At Aug 14, 2018's press conference, lawmakers issue their objection against the FCC's hosting of Andy Chan Ho-tin's talk which publicly incited Hong Kong independence, saying the club acted in defiance of Hong Kong laws. (PARKER ZHENG / CHINA DAILY)
HONG KONG - Some 32 lawmakers on Tuesday called on the Hong Kong Special Administrative Region Government to take concrete measures to prevent organizations from providing platforms for advocating Hong Kong independence.
The lawmakers strongly condemned the FCC for hosting a talk that publicly advocated separatism, arguing that it was interfering in the country’s internal affairs
Their admonition came hours after the Foreign Correspondents' Club hosted a luncheon talk delivered by Hong Kong National Party convener Andy Chan Ho-tin. The party is an unregistered political group that explicitly advocates the independence of Hong Kong.
At a press conference, the lawmakers strongly condemned the FCC for hosting a talk that publicly advocated separatism, arguing that it was interfering in the country’s internal affairs.
They also criticized the club for defying Hong Kong’s laws, abusing the government’s respect and trust, and using government-owned premises to assist the advocacy of Hong Kong independence.
They called for the government to review whether to renew FCC’s lease, or even recover the premises.
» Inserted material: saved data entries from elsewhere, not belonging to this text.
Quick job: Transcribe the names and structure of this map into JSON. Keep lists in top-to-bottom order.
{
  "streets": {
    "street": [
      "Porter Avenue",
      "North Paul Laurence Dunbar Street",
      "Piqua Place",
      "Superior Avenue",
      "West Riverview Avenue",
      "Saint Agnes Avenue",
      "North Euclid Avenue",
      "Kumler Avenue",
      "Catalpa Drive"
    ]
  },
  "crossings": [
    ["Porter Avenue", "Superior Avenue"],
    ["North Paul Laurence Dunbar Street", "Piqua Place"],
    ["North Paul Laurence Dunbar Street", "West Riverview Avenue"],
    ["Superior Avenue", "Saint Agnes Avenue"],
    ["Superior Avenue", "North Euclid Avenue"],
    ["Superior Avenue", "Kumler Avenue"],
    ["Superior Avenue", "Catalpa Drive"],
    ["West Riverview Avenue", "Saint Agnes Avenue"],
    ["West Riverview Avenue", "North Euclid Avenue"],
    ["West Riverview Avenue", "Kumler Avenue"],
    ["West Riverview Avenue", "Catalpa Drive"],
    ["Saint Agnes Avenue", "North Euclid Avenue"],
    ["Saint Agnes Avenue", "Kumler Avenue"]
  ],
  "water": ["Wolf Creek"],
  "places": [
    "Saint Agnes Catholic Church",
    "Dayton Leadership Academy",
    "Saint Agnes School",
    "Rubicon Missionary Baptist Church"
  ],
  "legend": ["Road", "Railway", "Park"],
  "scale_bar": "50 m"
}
The FCC has rented the Old Dairy Farm Building in Central from the government since 1982. Currently, the club is under a seven-year lease contract which expires in 2023.
Legislator and barrister Priscilla Leung Mei-fun said that the club’s action is definitely intolerable. She noted that if the government takes no action against the club’s move, the club might invite more activists including those who support Taiwan and Tibet separating from the country. She also worried that other organizations in the city may follow the FCC’s bad example.
Earlier of the day, the SAR government issued a statement saying it “deeply regrets” the club’s action.
Describing the response not harsh enough, Leung urged the government to act more “resolutely” as “no action means connivance, which is definitely not allowed,” she said.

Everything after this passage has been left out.